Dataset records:
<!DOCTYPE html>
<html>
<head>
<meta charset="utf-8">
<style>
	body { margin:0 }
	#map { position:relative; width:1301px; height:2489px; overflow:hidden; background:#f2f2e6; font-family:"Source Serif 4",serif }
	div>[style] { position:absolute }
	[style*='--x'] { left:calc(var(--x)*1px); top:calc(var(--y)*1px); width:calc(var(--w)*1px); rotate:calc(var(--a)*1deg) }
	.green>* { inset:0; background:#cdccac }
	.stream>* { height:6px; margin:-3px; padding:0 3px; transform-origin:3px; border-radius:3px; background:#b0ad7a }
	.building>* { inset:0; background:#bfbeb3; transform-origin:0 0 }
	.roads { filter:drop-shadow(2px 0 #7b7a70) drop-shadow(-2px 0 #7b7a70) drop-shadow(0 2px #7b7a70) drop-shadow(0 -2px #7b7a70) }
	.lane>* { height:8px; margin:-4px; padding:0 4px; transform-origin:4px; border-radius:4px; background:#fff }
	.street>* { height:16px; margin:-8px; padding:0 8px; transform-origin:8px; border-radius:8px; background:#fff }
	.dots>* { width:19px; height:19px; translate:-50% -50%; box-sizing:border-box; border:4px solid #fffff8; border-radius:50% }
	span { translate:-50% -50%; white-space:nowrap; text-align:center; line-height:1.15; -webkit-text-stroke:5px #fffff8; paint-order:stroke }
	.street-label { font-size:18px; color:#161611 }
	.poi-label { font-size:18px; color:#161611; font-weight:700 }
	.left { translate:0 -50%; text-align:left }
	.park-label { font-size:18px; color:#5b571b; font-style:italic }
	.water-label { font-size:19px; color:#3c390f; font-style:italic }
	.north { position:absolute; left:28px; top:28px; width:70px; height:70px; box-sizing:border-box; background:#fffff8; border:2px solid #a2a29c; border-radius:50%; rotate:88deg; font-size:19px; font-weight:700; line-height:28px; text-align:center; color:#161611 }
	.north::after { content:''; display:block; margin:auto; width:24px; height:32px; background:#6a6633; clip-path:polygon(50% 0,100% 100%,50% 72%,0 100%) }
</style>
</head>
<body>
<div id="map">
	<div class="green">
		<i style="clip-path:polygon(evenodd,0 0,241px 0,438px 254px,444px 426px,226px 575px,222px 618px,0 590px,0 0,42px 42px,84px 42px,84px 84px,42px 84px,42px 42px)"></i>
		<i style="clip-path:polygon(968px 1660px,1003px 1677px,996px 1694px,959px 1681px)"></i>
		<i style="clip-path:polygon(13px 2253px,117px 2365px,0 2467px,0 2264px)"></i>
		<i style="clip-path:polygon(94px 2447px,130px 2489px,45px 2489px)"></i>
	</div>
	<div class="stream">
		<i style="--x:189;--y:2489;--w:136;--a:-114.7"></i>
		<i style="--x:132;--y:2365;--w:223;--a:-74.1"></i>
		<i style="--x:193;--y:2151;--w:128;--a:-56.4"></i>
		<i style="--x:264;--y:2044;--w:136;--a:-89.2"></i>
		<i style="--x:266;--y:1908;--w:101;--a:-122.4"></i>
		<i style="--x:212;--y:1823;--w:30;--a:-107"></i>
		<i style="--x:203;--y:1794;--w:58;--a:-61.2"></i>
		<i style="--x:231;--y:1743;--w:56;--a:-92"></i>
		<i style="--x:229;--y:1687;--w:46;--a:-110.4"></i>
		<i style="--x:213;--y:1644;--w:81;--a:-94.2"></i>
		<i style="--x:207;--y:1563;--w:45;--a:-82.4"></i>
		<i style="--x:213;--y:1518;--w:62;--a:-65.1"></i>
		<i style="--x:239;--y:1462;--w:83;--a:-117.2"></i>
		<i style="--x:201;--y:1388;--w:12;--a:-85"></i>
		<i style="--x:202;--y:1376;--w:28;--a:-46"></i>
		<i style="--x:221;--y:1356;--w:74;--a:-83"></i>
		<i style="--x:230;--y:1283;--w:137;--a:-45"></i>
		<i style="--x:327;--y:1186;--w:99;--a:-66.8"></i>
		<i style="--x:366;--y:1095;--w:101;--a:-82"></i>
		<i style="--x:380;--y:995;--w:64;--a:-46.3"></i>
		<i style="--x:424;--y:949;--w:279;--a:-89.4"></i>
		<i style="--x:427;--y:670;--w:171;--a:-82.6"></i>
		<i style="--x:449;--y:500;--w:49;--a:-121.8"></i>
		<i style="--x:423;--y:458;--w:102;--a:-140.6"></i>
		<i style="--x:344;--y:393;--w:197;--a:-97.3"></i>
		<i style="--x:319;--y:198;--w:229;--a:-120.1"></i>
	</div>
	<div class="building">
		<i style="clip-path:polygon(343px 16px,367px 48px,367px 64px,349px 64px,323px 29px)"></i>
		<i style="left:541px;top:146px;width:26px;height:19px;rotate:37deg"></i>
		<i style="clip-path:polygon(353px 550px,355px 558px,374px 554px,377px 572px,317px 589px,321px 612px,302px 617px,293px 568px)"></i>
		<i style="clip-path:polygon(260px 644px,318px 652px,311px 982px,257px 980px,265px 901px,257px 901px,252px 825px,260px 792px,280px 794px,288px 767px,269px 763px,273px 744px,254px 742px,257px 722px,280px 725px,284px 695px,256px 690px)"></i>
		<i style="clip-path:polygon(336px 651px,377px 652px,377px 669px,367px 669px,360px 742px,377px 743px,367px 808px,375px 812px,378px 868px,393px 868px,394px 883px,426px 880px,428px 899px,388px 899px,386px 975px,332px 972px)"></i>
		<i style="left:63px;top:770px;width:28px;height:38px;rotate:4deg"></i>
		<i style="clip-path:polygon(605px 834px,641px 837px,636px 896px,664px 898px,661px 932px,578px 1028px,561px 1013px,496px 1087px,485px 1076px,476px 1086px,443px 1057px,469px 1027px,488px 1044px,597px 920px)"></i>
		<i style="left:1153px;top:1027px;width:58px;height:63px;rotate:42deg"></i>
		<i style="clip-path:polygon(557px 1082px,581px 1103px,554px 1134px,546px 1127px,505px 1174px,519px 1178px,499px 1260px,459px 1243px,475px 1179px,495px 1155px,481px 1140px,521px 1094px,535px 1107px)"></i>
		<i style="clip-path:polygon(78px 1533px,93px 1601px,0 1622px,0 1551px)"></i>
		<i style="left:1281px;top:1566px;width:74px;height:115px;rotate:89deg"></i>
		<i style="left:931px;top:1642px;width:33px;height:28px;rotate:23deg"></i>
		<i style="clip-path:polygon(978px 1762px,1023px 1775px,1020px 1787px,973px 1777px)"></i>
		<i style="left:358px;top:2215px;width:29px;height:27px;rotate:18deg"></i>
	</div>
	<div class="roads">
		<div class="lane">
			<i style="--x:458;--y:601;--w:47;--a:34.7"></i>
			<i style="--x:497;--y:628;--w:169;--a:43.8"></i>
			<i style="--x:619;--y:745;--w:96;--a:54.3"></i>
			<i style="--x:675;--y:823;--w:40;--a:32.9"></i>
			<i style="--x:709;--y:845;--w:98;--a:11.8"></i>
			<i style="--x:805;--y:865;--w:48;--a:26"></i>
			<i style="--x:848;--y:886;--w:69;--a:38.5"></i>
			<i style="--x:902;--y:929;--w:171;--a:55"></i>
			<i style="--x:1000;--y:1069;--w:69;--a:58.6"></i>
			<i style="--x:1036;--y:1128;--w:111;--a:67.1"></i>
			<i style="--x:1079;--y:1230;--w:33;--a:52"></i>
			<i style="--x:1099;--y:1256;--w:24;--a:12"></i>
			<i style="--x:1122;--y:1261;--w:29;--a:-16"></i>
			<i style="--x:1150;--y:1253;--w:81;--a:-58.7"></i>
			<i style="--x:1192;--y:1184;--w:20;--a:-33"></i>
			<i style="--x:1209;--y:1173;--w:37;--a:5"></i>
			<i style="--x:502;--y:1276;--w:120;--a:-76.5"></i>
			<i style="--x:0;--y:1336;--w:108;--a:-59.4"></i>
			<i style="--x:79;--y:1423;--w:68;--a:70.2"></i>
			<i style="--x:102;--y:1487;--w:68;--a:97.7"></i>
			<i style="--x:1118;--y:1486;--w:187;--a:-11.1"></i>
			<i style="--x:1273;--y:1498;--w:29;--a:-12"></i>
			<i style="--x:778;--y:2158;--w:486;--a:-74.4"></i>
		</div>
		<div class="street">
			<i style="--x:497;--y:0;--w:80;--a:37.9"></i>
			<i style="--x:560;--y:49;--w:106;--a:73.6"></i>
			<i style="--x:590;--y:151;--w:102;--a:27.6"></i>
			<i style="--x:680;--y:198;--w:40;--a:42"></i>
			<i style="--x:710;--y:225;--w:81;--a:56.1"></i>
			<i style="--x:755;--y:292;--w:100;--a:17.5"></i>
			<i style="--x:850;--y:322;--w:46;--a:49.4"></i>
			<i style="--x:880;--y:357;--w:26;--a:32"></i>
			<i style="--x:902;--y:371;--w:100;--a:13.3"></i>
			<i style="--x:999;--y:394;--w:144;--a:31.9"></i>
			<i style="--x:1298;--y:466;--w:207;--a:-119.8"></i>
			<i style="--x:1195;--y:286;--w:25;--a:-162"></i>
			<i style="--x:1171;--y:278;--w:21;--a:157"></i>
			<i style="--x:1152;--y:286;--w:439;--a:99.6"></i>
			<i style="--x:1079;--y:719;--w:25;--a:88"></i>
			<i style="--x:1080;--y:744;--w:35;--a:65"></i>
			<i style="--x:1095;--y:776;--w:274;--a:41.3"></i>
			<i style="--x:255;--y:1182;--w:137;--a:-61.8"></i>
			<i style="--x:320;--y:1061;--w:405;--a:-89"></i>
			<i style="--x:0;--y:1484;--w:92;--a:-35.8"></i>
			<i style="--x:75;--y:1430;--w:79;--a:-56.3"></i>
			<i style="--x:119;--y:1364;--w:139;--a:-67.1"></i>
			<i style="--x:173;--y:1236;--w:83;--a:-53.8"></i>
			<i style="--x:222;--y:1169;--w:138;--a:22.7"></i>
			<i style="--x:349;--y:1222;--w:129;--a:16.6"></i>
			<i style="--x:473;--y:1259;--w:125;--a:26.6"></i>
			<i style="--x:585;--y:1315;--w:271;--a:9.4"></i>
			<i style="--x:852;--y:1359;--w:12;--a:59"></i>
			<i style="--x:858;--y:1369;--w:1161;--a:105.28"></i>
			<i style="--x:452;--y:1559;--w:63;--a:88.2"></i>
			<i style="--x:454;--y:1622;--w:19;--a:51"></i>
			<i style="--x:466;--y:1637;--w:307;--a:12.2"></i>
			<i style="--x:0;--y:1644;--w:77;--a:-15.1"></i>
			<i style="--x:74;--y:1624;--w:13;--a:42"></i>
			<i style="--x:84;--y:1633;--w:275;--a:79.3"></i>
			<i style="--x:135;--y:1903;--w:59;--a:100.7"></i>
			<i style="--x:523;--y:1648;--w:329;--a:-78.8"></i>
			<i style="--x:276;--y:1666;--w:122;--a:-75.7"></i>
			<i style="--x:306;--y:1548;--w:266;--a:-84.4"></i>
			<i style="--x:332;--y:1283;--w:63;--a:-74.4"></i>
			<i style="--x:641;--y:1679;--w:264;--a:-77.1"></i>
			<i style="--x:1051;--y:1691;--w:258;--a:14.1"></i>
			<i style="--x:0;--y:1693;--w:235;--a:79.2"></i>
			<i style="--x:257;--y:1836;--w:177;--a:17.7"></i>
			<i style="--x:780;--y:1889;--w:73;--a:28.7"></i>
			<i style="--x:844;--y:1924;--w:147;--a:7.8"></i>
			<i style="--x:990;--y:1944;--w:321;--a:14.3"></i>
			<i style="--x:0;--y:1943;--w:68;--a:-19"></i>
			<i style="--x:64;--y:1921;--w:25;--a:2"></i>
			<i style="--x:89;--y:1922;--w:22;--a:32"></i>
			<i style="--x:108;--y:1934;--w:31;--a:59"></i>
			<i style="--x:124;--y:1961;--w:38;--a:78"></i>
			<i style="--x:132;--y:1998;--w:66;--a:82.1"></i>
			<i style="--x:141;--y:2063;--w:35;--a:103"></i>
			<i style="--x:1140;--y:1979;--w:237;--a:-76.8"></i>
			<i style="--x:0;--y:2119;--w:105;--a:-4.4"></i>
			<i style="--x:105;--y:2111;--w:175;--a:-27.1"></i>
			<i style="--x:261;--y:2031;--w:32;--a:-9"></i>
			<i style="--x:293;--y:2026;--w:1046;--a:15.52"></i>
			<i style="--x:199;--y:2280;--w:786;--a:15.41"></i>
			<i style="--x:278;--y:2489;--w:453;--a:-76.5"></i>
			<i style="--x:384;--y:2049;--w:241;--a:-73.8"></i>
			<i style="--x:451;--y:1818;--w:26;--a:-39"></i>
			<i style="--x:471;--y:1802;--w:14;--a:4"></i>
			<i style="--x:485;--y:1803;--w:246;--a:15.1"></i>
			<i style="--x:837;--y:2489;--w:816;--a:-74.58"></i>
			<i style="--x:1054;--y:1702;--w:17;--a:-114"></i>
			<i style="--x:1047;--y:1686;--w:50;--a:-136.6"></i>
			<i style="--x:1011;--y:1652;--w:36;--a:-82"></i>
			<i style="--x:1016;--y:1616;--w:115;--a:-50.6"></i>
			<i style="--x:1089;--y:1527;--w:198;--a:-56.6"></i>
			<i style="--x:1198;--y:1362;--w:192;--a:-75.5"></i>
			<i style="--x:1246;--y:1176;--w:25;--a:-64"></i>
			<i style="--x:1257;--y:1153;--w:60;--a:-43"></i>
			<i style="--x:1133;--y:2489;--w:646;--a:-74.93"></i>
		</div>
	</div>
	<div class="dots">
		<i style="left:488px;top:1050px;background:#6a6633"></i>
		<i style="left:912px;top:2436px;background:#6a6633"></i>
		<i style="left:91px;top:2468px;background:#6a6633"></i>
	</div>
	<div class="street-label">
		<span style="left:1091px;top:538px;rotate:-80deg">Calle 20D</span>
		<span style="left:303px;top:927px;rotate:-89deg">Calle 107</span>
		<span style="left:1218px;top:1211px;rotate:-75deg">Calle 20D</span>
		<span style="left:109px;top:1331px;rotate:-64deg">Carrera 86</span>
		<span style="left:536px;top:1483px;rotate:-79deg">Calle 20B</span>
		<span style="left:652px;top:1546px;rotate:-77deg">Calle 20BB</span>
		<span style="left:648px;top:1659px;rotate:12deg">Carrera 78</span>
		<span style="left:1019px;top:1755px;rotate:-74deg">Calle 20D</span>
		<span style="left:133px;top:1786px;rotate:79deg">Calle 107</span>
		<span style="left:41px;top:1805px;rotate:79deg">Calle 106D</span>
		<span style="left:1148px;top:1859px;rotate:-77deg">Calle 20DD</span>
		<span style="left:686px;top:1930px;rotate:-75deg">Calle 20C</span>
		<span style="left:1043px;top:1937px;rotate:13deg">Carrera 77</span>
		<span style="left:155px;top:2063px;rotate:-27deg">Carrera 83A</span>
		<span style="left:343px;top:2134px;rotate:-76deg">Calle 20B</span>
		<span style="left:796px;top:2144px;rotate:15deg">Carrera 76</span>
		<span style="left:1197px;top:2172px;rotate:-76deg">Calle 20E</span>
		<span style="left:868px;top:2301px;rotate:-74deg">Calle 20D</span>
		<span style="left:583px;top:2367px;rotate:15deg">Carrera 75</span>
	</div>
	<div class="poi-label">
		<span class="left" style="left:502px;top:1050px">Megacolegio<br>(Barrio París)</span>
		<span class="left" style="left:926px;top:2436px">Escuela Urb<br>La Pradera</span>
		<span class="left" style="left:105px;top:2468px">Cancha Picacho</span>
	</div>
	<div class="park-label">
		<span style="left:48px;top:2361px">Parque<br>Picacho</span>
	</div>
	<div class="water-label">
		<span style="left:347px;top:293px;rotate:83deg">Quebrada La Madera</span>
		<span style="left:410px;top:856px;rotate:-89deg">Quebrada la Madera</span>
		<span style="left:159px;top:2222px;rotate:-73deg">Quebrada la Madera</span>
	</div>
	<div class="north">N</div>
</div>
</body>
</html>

Exercise details:
Whenever the string "park" shows up in a line of the records, copy that line.

Result:
	.park-label { font-size:18px; color:#5b571b; font-style:italic }
	<div class="park-label">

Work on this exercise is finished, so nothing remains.